Activity: Transcribe exactly the line that contains "Input: one rendered" and every line below it in the listing, through the last, and no other lines.

*** Opening of Recorded data ***

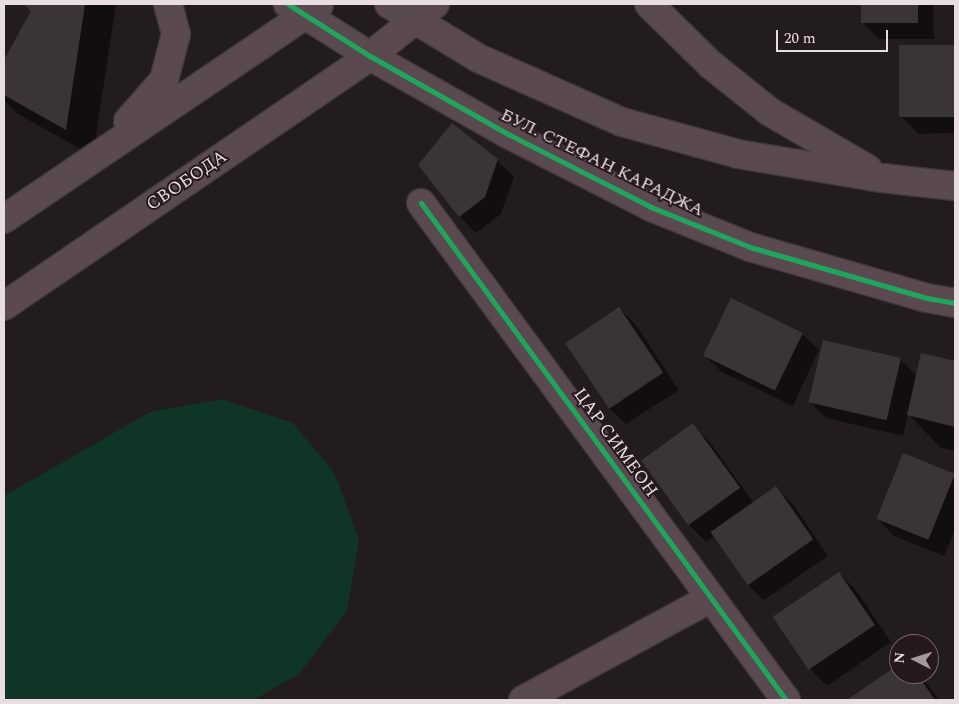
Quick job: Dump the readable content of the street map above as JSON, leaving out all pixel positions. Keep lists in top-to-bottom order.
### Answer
{
  "streets": {
    "street": ["БУЛ. СТЕФАН КАРАДЖА", "СВОБОДА", "ЦАР СИМЕОН"]
  },
  "crossings": [
    ["БУЛ. СТЕФАН КАРАДЖА", "СВОБОДА"]
  ],
  "scale_bar": "20 m",
  "north": "left"
}
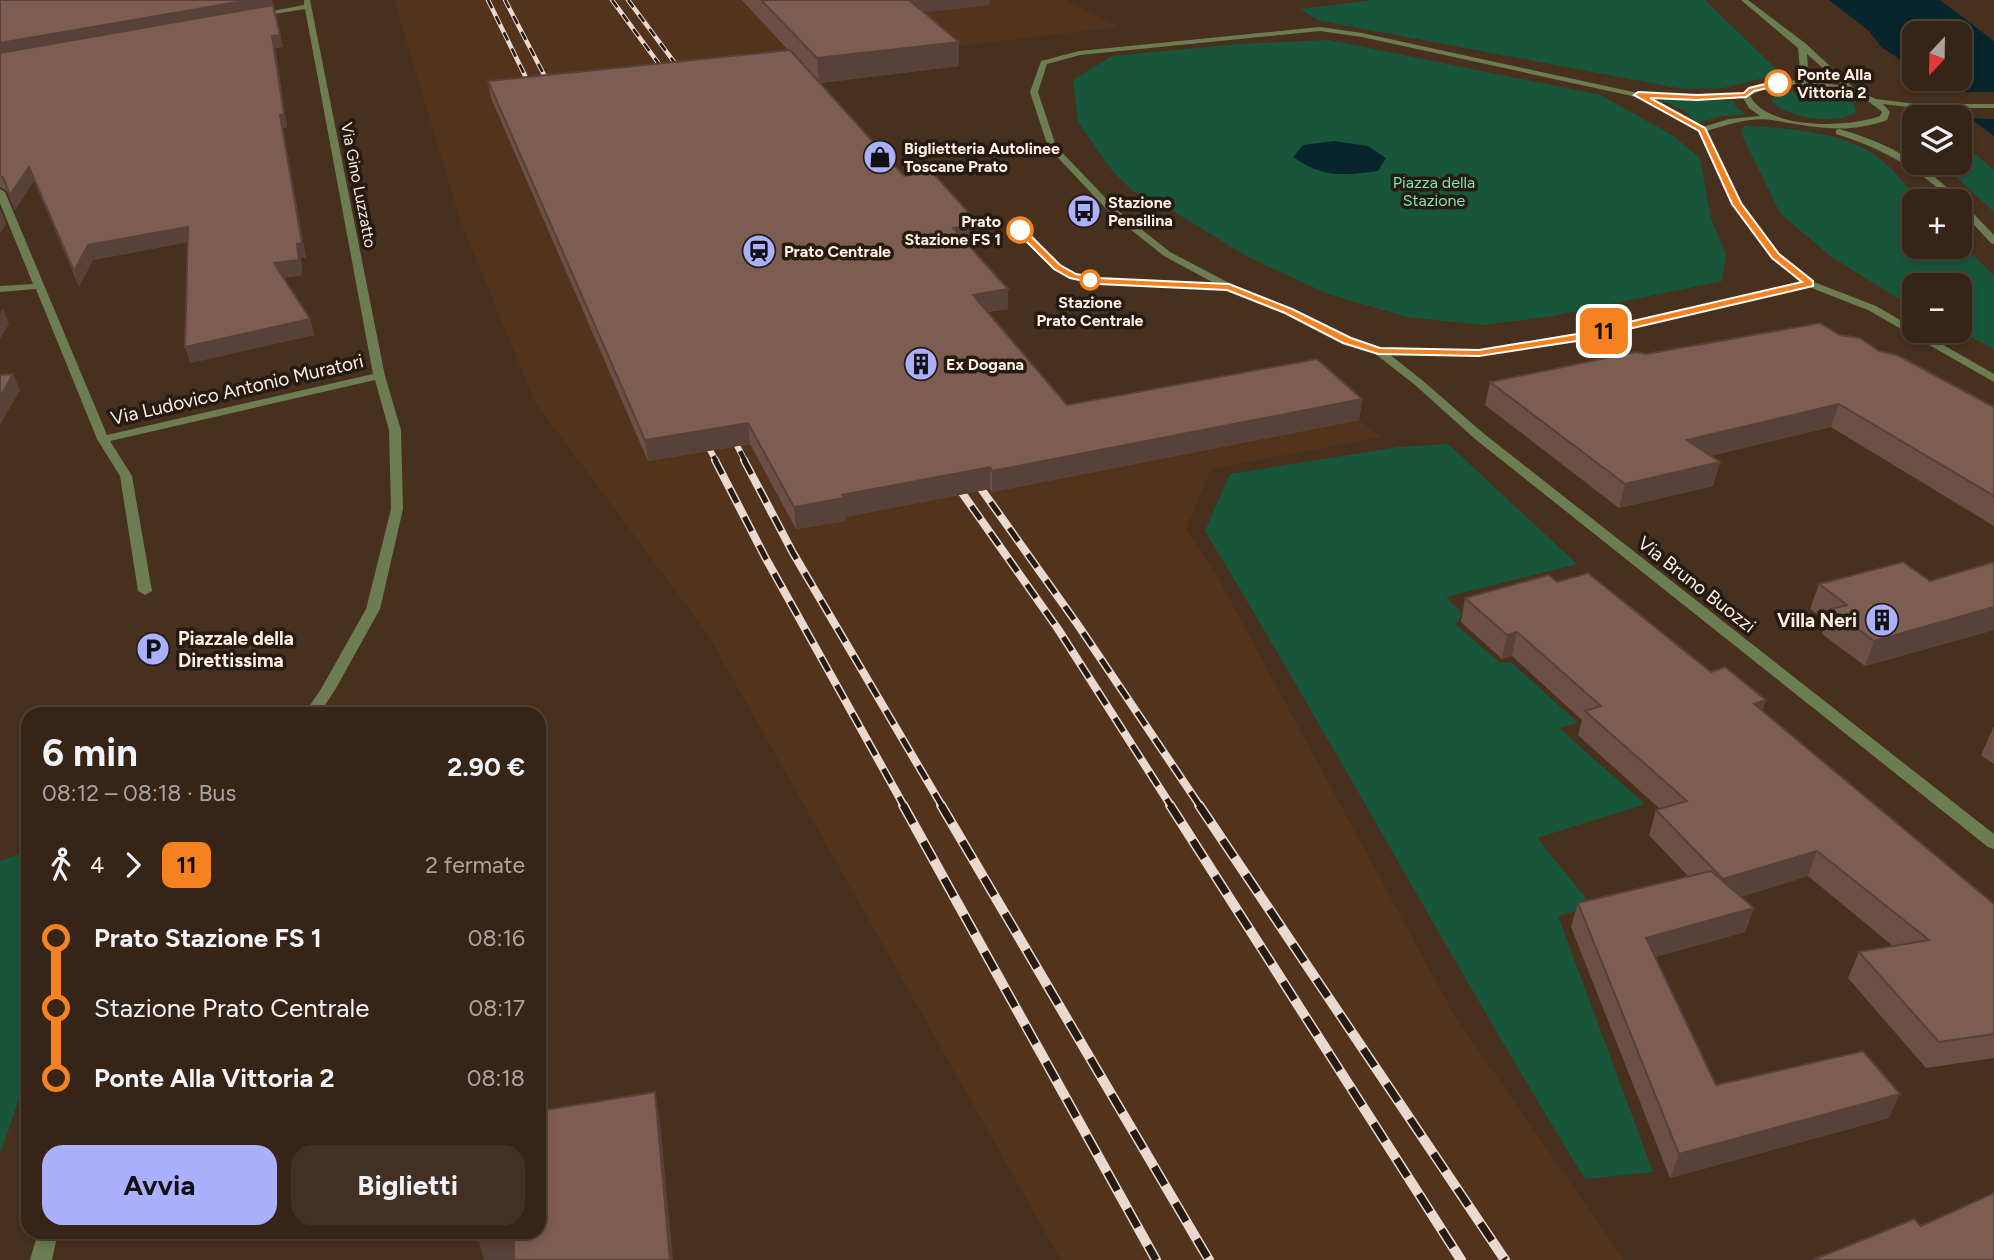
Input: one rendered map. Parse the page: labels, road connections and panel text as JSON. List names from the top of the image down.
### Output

*** Close of Recorded data ***

Answer for this exercise:
Input: one rendered map. Parse the page: labels, road connections and panel text as JSON. List names from the top of the image down.
### Output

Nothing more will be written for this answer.